Gao Shang, Su Lei, Jia Hong-Ge, Guo Hong-Nian, Tian Ying-Chuan, Fang Rong-Xiang, Chen Xiao-Ying
State Key Laboratory of Plant Genomics, Institute of Microbiology, Chinese Academy of Sciences, Beijing 100080, China.
Sheng Wu Gong Cheng Xue Bao. 2007 Jan;23(1):157-60.
The commonly used plant constitutive expression vector pBI121 was modified by insertion of two directly orientated lox sites each at one end of the selectable marker gene NPTII and by replacing the GUS gene with a sequence composed of multiple cloning sites (MCS). The resulting plant expression vector pBI121-lox-MCS is widely usable to accommodate various target genes through the MCS, and more importantly to allow the NPTII gene removed from transformed plants upon the action of the Cre recombinase. In addition, the CaMV 35S promoter located upstream of the MCS can be substituted with any other promoters to form plant vectors with expression features specified by the introduced promoters. Provided in this paper is an example that an enhanced phloem-specific promoter of the pumpkin PP2 gene (named dENP) was used to construct an NPTII-removable phloem-specific expression vector pBdENP-lox-MCS. Moreover, to facilitate screening of selectable marker-removed gene and the composite sequence is flanked by lox sites. Thus the selectable marker-free plants can be visually identified by loss of GFP fluorescence. The above newly created plant expression vectors can be used to develop selectable marker-removable transgenic plants for a variety of purposes.

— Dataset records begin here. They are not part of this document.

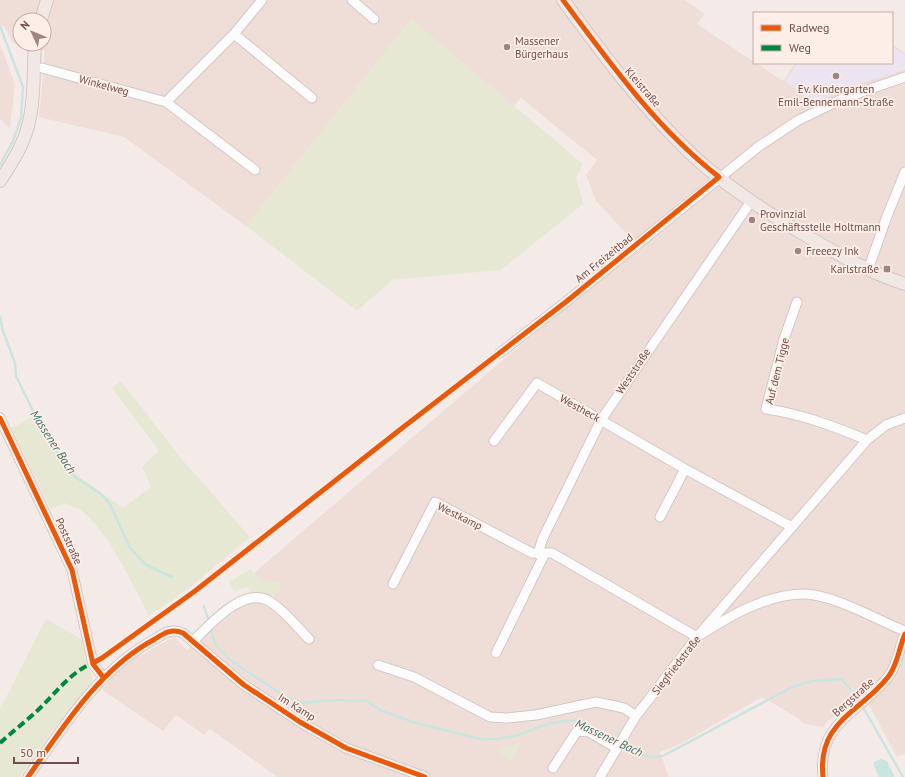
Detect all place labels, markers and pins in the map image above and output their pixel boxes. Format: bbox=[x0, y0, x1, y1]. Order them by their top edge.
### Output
place label: Massener Bürgerhaus bbox=[515, 34, 569, 61]
marker: Massener Bürgerhaus bbox=[502, 42, 512, 52]
marker: Ev. Kindergarten Emil-Bennemann-Straße bbox=[831, 71, 841, 81]
place label: Ev. Kindergarten Emil-Bennemann-Straße bbox=[778, 82, 894, 109]
place label: Provinzial Geschäftsstelle Holtmann bbox=[760, 207, 881, 234]
marker: Provinzial Geschäftsstelle Holtmann bbox=[747, 215, 757, 225]
place label: Freeezy Ink bbox=[806, 244, 860, 258]
marker: Freeezy Ink bbox=[793, 246, 803, 256]
place label: Karlstraße bbox=[831, 262, 879, 276]
marker: Karlstraße bbox=[882, 264, 892, 274]

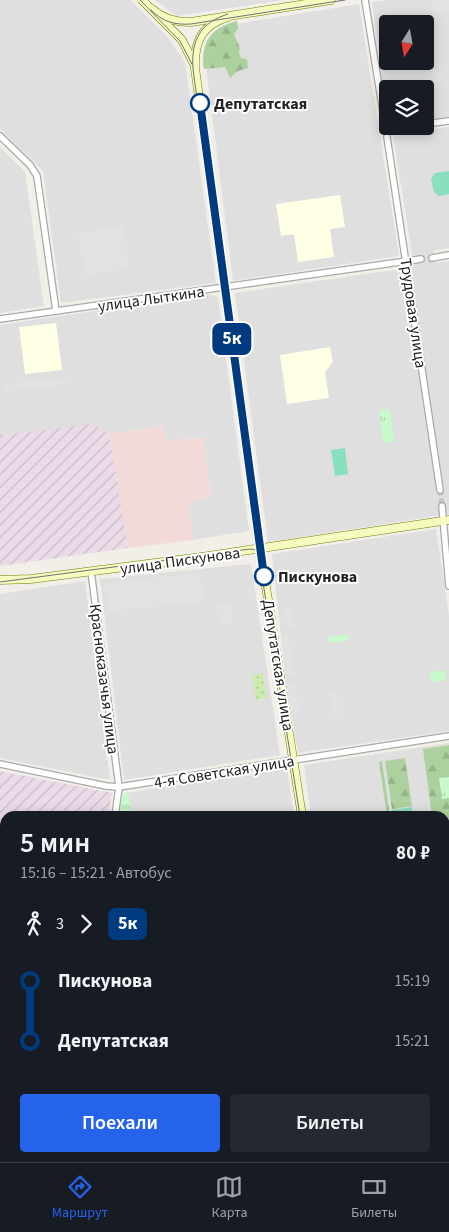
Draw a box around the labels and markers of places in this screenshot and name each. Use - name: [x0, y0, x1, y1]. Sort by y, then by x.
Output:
- marker: Депутатская: [190, 93, 210, 113]
- place label: Депутатская: [214, 93, 307, 115]
- marker: Пискунова: [254, 566, 274, 586]
- place label: Пискунова: [278, 566, 357, 588]

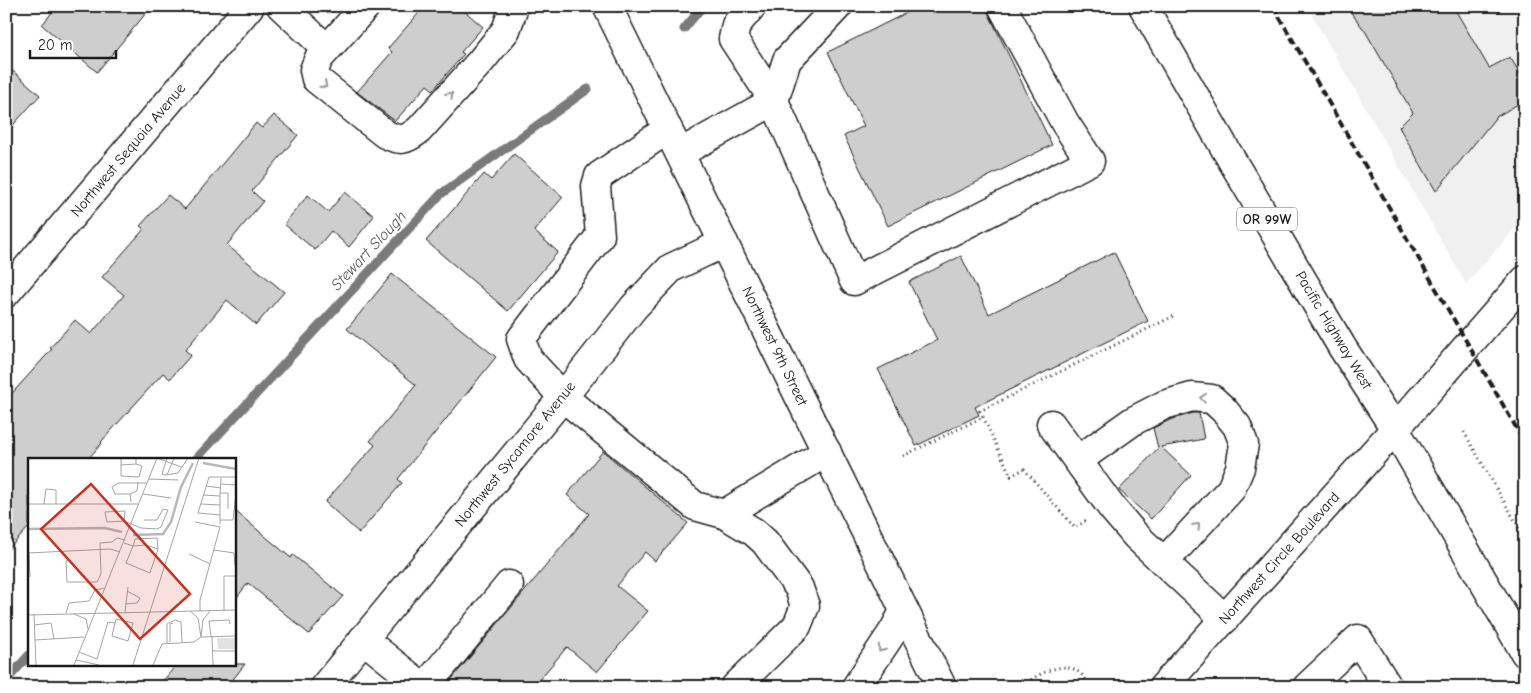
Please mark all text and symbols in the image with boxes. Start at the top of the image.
scale bar [30,28,116,60]
text: 20 m [38,36,72,54]
street label: Northwest Sequoia Avenue [67,79,189,220]
one-way arrow [318,79,327,88]
one-way arrow [444,92,453,101]
water label: Stewart Slough [327,207,410,294]
road number: OR 99W [1237,208,1297,230]
street label: Pacific Highway West [1292,268,1377,393]
street label: Northwest 9th Street [738,283,812,409]
street label: Northwest Sycamore Avenue [451,377,579,530]
one-way arrow [1199,393,1207,404]
inset map [28,458,235,666]
street label: Northwest Circle Boulevard [1215,488,1343,628]
one-way arrow [1191,523,1200,532]
one-way arrow [878,643,887,653]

常用的植物组成型表达载体pBI121通过在选择标记基因NPTII的一端各插入两个同向lox位点,并将GUS基因替换为由多克隆位点(MCS)组成的序列进行了改造。所得的植物表达载体pBI121-lox-MCS可广泛用于通过MCS容纳各种靶基因,更重要的是,能使NPTII基因在Cre重组酶的作用下从转化植物中去除。此外,位于MCS上游的CaMV 35S启动子可被任何其他启动子取代,以形成具有所引入启动子指定表达特征的植物载体。本文提供了一个例子,即南瓜PP2基因的增强韧皮部特异性启动子(命名为dENP)用于构建一个可去除NPTII的韧皮部特异性表达载体pBdENP-lox-MCS。此外,为便于筛选去除选择标记的基因,复合序列两侧为lox位点。因此,无选择标记的植物可通过GFP荧光的丧失进行视觉鉴定。上述新创建的植物表达载体可用于开发多种用途的可去除选择标记的转基因植物。